A. String concatenations can be time-consuming, so it's always wise to look for alternatives when you need to build long strings. Consider what's happening when you concatenate two strings. VB needs to calculate the length of the resulting string and allocate space for its content, then copy the content of each of the source strings to this new string. If you're assigning the result to one of the original source strings—a common practice—VB needs to swap the pointers to the original and new strings, then deallocate the original string. These steps add up to a lot of memory operations.

Here's a far better approach: When you recognize the need to build a long string, allocate a buffer that holds the entire content, then insert the individual elements into their proper places. This foresight saves several memory allocations, memory copies, and possibly a deallocation for each added element. You can accomplish these steps using standard VB functions, but don't use this typical concatenation method:

Dim s As String
s = "String "
s = s & "Builder "
s = s & "Test"
Debug.Print s

Instead, allocate a buffer, and stuff it using the Mid statement:

Dim s As String
s = Space$(50)
Mid$(s, 1) = "String"
Mid$(s, 8) = "Builder"
Mid$(s, 16) = "Test"
Debug.Print Trim$(s)

This approach means more work for the programmer. For example, you must have a fairly good idea of how large your string might grow. You must also track where the end of your content lies within the buffer, so you know where to insert the next piece. You must also be sure each impending insertion won't overrun the buffer; otherwise, you'll generate a runtime error. These sorts of requirements beg for class-module encapsulation.

Microsoft's next-generation platform, .NET, includes a native StringBuilder class that provides a good model on which you can base a classic VB class.
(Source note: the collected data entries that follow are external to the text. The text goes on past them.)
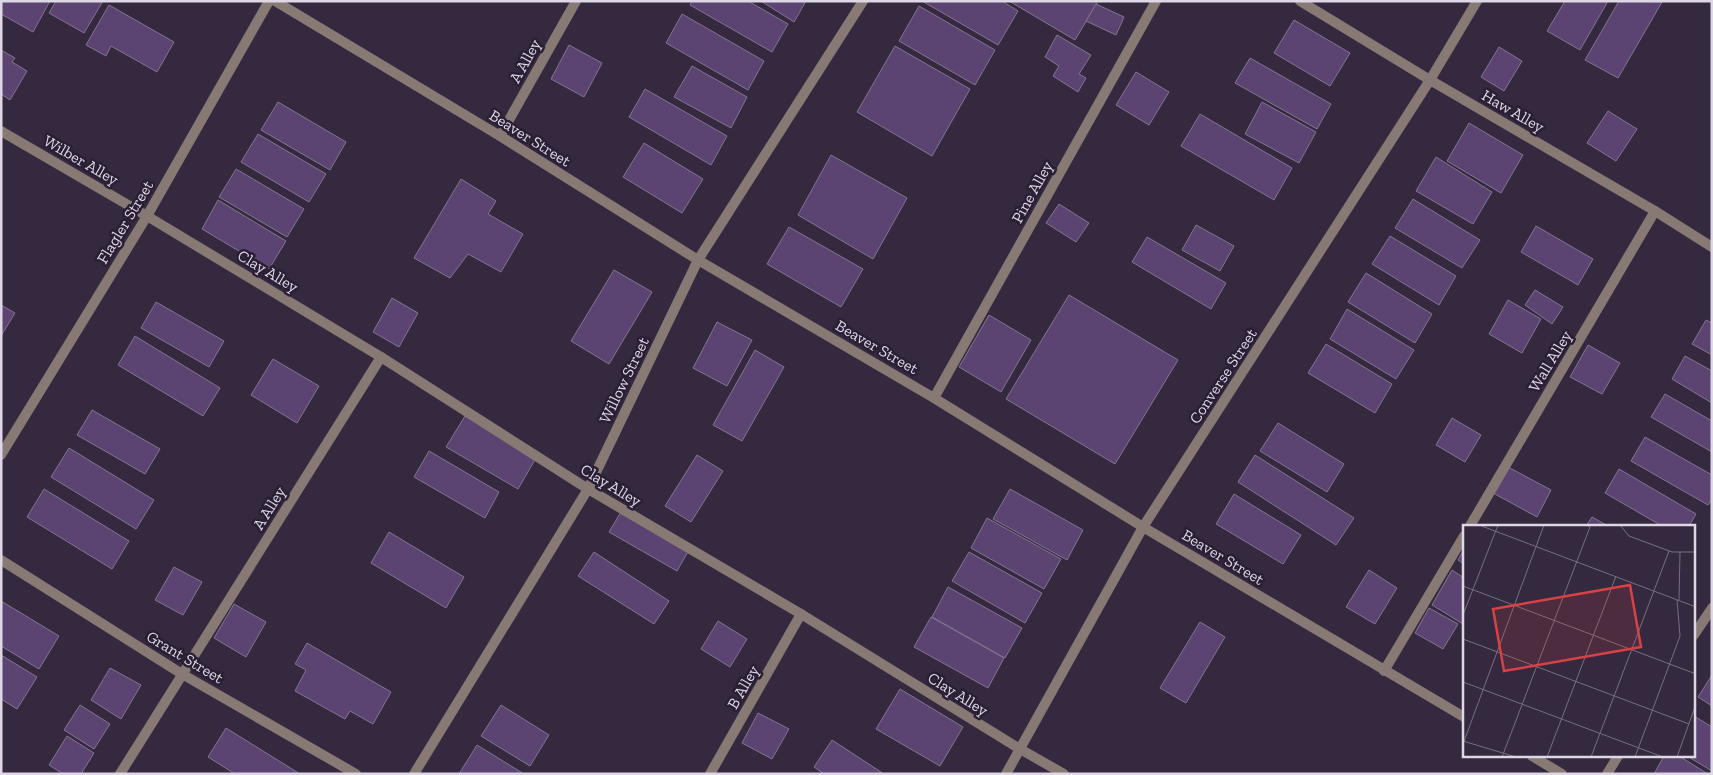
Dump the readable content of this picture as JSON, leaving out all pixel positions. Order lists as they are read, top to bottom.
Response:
{
  "streets": {
    "street": [
      "A Alley",
      "Haw Alley",
      "Beaver Street",
      "Wilber Alley",
      "Pine Alley",
      "Flagler Street",
      "Clay Alley",
      "Wall Alley",
      "Converse Street",
      "Willow Street",
      "Grant Street",
      "B Alley"
    ]
  },
  "crossings": [
    ["A Alley", "Beaver Street"],
    ["A Alley", "Clay Alley"],
    ["A Alley", "Grant Street"],
    ["Haw Alley", "Wall Alley"],
    ["Haw Alley", "Converse Street"],
    ["Beaver Street", "Pine Alley"],
    ["Beaver Street", "Converse Street"],
    ["Beaver Street", "Willow Street"],
    ["Wilber Alley", "Flagler Street"],
    ["Wilber Alley", "Clay Alley"],
    ["Flagler Street", "Clay Alley"],
    ["Clay Alley", "Converse Street"],
    ["Clay Alley", "Willow Street"],
    ["Clay Alley", "B Alley"]
  ]
}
I wrote a class called CStringBuilder, which is fun because it pushes the limits of string operations in VB, exceeding native concatenation times by roughly 15x (in the IDE) to 100x (compiled) (see Listing 1).

CStringBuilder uses a byte array as the memory buffer, with two bytes reserved for each character of the built string. One property not offered by the .NET class is BufferBump, which sets and returns the number of bytes by which the buffer is resized as needed. The class defaults to using a 2K buffer, resized in increments of 2K, but you might want larger initial values if you plan to build really large strings.

One good approach is to call the EnsureCapacity method after instantiating the class, passing a value larger than you anticipate you'll need. When you do this, you create an initial buffer that's a multiple of BufferBump in capacity and will later hold your final string. EnsureCapacity calls Capacity, the method that resizes the internal buffer, only if the requested value is larger than the current buffer size. You can use CStringBuilder's character-based Length property if you prefer counting characters instead of bytes.

The Append method starts by storing the number of bytes in the passed string—a value used several times within the routine. To avoid memory overruns, Append next calls EnsureCapacity to make sure the buffer will accept the additional contents. Once Append guarantees the buffer size, a call to CopyMemory slings the passed string into the buffer at the location marked by the end-of-buffer pointer. This pointer increments by the number of bytes copied, so the class always knows how much data the buffer contains. Finally, Append returns a self-reference to the caller.

CStringBuilder clients can retrieve the built string by calling the class's ToString method. ToString uses the Space function to allocate enough characters to its return value to hold the built string stored in the internal buffer. A call to CopyMemory then fills ToString's return value with the built string's bytes. Using the StringBuilder class is straightforward:

Dim s As New CStringBuilder
s.Append "String "
s.Append "Builder "
s.Append "Test"
Debug.Print s.ToString

You can find the code for the full CStringBuilder class on VBPJ's Web site. Insert and Remove operations are much trickier than Append; you must use a double buffer to achieve the best performance. Each call to one of these methods rebuilds the string within a scratch buffer, then exchanges the pointers to the two buffers to avoid the penalty for performing overlapped memory copies within a single buffer.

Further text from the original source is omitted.